Stored data:

_ _ _

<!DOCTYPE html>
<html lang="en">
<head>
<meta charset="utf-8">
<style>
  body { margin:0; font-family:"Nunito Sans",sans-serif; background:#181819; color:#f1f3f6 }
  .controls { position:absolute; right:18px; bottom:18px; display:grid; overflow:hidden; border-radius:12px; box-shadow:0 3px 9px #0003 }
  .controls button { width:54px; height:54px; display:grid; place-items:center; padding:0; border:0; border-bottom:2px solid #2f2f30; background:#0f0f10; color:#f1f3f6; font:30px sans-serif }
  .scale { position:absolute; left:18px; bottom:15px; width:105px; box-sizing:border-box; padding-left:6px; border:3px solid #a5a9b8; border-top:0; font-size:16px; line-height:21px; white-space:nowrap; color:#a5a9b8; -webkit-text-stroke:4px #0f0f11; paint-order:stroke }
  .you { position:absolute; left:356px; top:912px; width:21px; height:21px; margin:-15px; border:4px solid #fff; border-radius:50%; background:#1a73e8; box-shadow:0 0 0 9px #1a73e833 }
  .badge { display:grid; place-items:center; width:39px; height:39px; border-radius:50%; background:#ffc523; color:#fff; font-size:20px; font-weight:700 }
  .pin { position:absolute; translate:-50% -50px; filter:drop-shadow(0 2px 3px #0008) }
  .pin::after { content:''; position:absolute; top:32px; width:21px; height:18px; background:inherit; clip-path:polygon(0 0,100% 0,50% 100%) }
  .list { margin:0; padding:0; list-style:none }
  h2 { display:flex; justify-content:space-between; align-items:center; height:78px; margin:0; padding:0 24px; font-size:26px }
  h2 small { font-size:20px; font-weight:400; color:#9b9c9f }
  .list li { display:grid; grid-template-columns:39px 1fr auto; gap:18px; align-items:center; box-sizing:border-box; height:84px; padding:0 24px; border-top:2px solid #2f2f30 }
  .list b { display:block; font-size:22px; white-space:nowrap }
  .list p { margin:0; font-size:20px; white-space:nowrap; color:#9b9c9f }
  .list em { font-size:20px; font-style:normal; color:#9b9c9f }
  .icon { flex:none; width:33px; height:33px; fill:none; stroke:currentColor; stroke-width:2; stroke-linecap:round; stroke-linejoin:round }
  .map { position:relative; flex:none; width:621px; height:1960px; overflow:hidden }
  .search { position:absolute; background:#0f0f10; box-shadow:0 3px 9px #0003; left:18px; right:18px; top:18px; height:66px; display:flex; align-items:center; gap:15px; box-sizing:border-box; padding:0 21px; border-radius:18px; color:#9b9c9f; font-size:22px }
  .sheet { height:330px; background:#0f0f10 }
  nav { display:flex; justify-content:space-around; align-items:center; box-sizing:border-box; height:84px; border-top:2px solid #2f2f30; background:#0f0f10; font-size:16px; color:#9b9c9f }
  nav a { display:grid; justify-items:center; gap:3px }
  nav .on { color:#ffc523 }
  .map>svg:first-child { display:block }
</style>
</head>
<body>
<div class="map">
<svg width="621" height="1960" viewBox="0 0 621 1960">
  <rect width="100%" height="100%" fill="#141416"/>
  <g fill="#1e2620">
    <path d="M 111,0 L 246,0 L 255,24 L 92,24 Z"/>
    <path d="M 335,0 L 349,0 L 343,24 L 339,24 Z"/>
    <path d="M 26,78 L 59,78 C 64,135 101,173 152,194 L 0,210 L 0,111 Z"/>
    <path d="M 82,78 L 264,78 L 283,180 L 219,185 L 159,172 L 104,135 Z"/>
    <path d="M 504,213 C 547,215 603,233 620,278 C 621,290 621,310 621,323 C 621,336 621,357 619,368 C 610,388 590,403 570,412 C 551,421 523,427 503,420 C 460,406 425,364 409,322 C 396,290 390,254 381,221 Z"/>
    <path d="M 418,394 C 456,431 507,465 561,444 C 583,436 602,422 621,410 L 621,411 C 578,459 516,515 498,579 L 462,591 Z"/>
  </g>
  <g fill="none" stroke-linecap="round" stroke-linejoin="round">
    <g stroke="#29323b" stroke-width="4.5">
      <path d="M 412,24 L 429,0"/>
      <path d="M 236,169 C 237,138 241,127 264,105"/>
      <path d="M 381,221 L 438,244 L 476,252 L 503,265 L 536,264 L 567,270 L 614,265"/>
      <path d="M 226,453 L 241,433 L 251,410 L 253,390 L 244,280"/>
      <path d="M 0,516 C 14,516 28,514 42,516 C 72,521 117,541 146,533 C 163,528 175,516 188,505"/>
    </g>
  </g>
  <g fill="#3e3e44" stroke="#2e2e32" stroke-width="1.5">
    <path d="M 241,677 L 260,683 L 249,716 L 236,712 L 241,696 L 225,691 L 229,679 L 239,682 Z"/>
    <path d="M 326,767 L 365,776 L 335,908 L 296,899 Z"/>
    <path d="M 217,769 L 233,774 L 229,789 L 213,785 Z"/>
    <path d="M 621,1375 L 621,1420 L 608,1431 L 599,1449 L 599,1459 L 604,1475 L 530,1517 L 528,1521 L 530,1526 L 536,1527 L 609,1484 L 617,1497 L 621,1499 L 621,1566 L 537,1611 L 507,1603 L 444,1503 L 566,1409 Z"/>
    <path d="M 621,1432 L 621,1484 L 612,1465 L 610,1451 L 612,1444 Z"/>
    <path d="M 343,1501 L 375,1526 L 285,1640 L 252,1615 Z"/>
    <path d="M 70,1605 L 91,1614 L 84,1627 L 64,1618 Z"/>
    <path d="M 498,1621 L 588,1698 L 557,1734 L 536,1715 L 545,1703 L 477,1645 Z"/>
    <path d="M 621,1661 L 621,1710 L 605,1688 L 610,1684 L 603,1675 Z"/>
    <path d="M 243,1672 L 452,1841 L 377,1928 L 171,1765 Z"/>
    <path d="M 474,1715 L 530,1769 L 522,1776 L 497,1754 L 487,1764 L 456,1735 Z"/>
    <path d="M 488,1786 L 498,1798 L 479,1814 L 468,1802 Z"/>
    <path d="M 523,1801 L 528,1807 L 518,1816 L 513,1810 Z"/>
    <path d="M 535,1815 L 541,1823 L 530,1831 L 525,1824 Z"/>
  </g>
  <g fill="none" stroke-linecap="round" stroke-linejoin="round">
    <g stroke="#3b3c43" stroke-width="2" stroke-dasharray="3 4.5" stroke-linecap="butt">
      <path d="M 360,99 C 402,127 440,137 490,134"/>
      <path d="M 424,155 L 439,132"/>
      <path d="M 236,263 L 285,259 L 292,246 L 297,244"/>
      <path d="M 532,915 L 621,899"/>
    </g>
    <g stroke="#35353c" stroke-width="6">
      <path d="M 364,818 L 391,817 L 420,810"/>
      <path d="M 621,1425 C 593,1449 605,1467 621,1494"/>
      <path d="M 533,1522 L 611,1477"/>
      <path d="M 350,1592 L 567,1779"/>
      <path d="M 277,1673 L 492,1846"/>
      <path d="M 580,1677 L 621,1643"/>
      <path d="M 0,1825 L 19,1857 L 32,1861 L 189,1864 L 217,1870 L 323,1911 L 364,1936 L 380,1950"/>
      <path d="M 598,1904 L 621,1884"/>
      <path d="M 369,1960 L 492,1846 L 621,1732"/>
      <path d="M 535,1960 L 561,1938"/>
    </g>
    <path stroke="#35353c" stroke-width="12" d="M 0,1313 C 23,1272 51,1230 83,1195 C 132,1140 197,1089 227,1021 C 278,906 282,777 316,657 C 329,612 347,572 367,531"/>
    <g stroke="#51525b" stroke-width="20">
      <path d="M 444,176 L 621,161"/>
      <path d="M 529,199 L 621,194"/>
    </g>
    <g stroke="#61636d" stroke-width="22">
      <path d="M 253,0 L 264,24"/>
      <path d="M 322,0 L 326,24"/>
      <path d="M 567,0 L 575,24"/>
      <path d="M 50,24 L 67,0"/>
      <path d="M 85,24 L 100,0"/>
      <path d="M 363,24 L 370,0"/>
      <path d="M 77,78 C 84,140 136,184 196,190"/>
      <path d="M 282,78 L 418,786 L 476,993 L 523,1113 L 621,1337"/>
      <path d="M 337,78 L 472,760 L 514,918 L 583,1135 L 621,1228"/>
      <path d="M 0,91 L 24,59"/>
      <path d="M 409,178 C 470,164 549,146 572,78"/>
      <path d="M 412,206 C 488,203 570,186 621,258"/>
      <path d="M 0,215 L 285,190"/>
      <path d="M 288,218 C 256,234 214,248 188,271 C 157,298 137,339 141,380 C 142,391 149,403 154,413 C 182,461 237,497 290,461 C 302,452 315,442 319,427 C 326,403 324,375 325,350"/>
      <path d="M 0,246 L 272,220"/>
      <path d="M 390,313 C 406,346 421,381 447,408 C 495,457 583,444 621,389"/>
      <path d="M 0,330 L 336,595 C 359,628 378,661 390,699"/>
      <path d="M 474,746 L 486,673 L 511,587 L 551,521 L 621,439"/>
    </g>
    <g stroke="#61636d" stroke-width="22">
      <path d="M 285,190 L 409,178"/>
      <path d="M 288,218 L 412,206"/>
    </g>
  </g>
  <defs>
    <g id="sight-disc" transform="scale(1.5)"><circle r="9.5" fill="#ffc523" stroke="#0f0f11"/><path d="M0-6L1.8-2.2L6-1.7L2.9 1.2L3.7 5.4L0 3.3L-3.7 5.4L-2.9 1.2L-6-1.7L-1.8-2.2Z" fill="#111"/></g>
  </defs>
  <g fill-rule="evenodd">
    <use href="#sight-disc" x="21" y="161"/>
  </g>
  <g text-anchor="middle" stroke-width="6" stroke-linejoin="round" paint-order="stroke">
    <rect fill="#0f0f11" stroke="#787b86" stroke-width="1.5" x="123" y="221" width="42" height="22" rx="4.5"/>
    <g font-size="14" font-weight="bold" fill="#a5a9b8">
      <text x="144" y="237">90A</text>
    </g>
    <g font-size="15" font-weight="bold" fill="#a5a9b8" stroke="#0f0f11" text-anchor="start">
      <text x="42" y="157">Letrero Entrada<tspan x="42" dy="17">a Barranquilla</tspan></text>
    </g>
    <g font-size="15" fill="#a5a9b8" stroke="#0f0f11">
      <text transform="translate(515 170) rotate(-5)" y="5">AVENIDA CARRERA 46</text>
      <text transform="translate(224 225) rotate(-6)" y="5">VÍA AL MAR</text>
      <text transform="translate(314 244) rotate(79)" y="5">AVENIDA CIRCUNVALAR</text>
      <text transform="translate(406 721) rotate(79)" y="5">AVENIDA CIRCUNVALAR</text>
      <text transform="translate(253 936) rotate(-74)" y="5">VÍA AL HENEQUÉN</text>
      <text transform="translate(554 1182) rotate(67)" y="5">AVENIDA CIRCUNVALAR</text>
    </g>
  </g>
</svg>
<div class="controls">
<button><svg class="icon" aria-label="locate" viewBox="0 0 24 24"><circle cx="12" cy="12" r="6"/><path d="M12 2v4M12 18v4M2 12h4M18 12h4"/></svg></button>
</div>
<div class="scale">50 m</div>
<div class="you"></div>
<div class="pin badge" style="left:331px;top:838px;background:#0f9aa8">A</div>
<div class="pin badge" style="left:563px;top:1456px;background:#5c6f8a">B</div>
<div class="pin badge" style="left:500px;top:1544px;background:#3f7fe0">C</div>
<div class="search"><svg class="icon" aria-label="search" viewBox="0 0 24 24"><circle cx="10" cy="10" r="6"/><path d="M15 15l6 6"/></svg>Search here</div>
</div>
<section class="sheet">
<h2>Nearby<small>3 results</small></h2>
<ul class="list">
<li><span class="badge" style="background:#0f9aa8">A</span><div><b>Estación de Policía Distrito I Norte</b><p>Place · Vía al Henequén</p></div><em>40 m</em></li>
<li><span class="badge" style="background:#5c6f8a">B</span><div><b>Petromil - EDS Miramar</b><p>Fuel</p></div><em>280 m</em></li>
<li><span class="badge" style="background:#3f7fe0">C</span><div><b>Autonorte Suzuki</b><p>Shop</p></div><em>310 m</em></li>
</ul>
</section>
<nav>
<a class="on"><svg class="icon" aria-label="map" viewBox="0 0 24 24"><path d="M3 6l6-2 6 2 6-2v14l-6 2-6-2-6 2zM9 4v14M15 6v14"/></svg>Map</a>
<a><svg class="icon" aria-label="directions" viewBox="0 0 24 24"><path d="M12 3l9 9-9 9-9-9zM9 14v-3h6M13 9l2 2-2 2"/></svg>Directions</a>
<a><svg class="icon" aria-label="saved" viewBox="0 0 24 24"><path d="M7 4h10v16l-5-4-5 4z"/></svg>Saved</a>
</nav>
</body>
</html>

_ _ _

WORK TO COMPLETE
The lines needed are those in the data above that hold the string "controls"; copy each of them.

EXERCISE OUTPUT
  .controls { position:absolute; right:18px; bottom:18px; display:grid; overflow:hidden; border-radius:12px; box-shadow:0 3px 9px #0003 }
  .controls button { width:54px; height:54px; display:grid; place-items:center; padding:0; border:0; border-bottom:2px solid #2f2f30; background:#0f0f10; color:#f1f3f6; font:30px sans-serif }
<div class="controls">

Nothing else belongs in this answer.